Opposed to the body-tool of the dancer, good boy plays around with the idea of a
body-apparatus, a favoured instrument-body by which is heightened and exacerbated
a certain form of transgression ; a body that reveals the social and moral glut,
a body that speaks vitality and sickness.
We don’t know of what the body is capable. Why not start from zero with the body,
invent a new articular geography, invent another organic grammar. explore its
surface like a field of heterogeneous and independent segments, organize
relationships between masses, draw it prolongations into the space, excrescences
and growths. Transfer the original functions.
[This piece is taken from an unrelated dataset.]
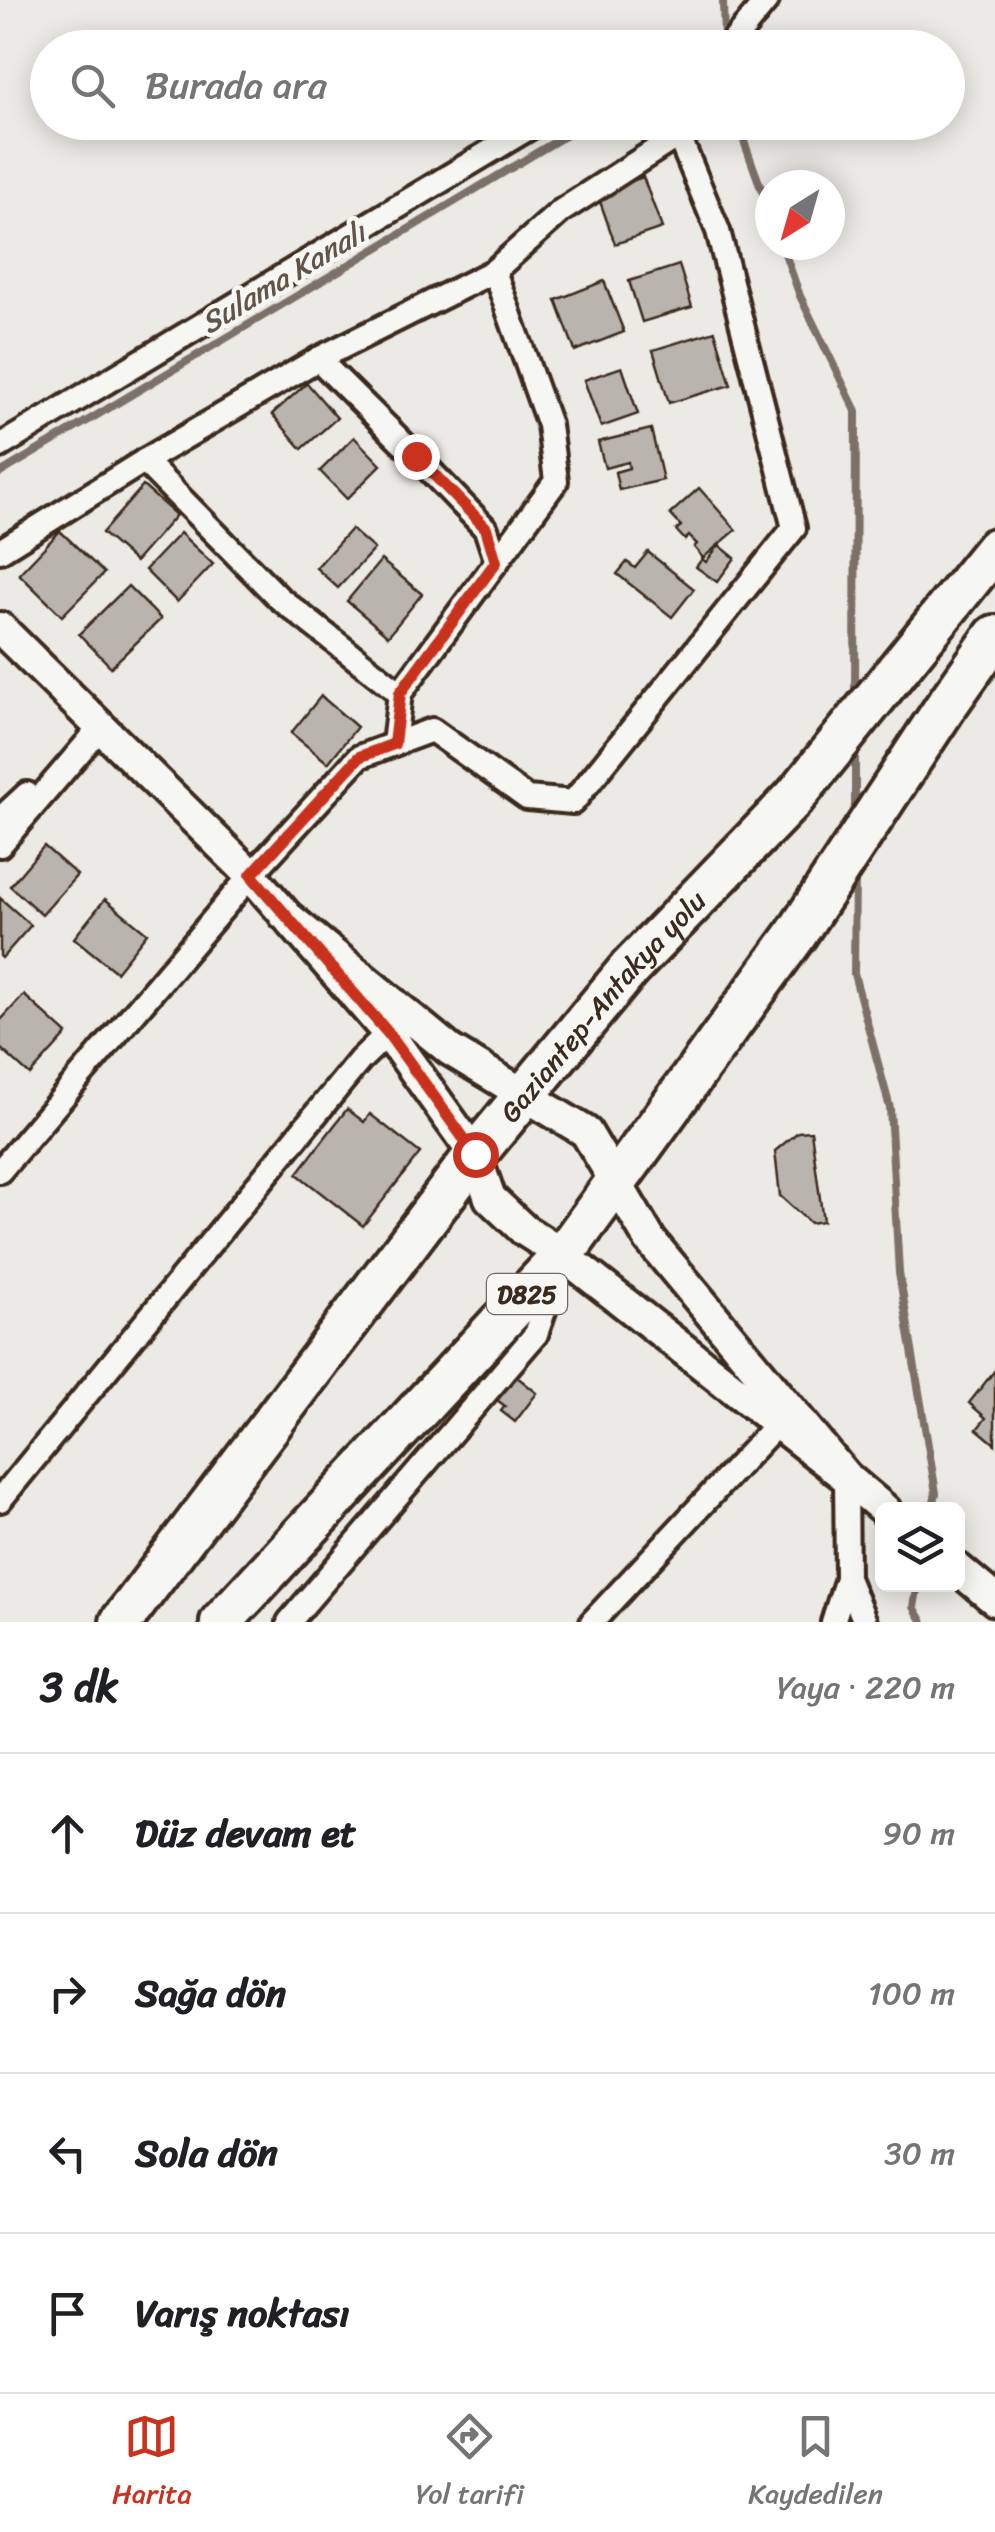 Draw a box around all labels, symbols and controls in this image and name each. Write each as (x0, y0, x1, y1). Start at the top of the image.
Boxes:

Repeat everyday gestures to give it
imaginary hindrances.
Erase the identifitary contours to better sketch in others. Manufacture a useless
body to enwrap it in a new status, embrace a new stature, and shatter the
aesthetic of the sculptural ideal inherited from J.J. Winckelmann.
Alain Buffard
Paris, November 9th, 1997
translated from the original French by David Vaughn
In 1998, Alain Buffard returned to the stage with his production Good Boy, a choreographic self-portrait that is a bit like a blank canvas. Rather than a solo, it’s more about the invention of solitude, its meticulous development as a mental and physical terrain, a zone for exhibiting and redefining oneself via the margins: merely a presence on stage, defining the outlines of one’s being through repeated actions, positioning one’s body as affirmation and uncertainty, a sensual and fictional field of exploration. A solo of disintegration and reconstruction, Good Boy creates a grammar of rebelliousness, reviewing the strategies of invention that make it possible to rebuild a body in the face of disease, social constraints and gender assignment. With just a few accessories – underpants, sellotape, boxes of medicine – which he uses to ‘draw extensions, excrescences for himself’, he creates an aesthetic of the minimal, of insistance and repetition. Revived by Matthieu Doze, this ‘good boy’ continues to act – setting the resist- ance of his physical and subjective montages against the statement that designates him as an obedient subject.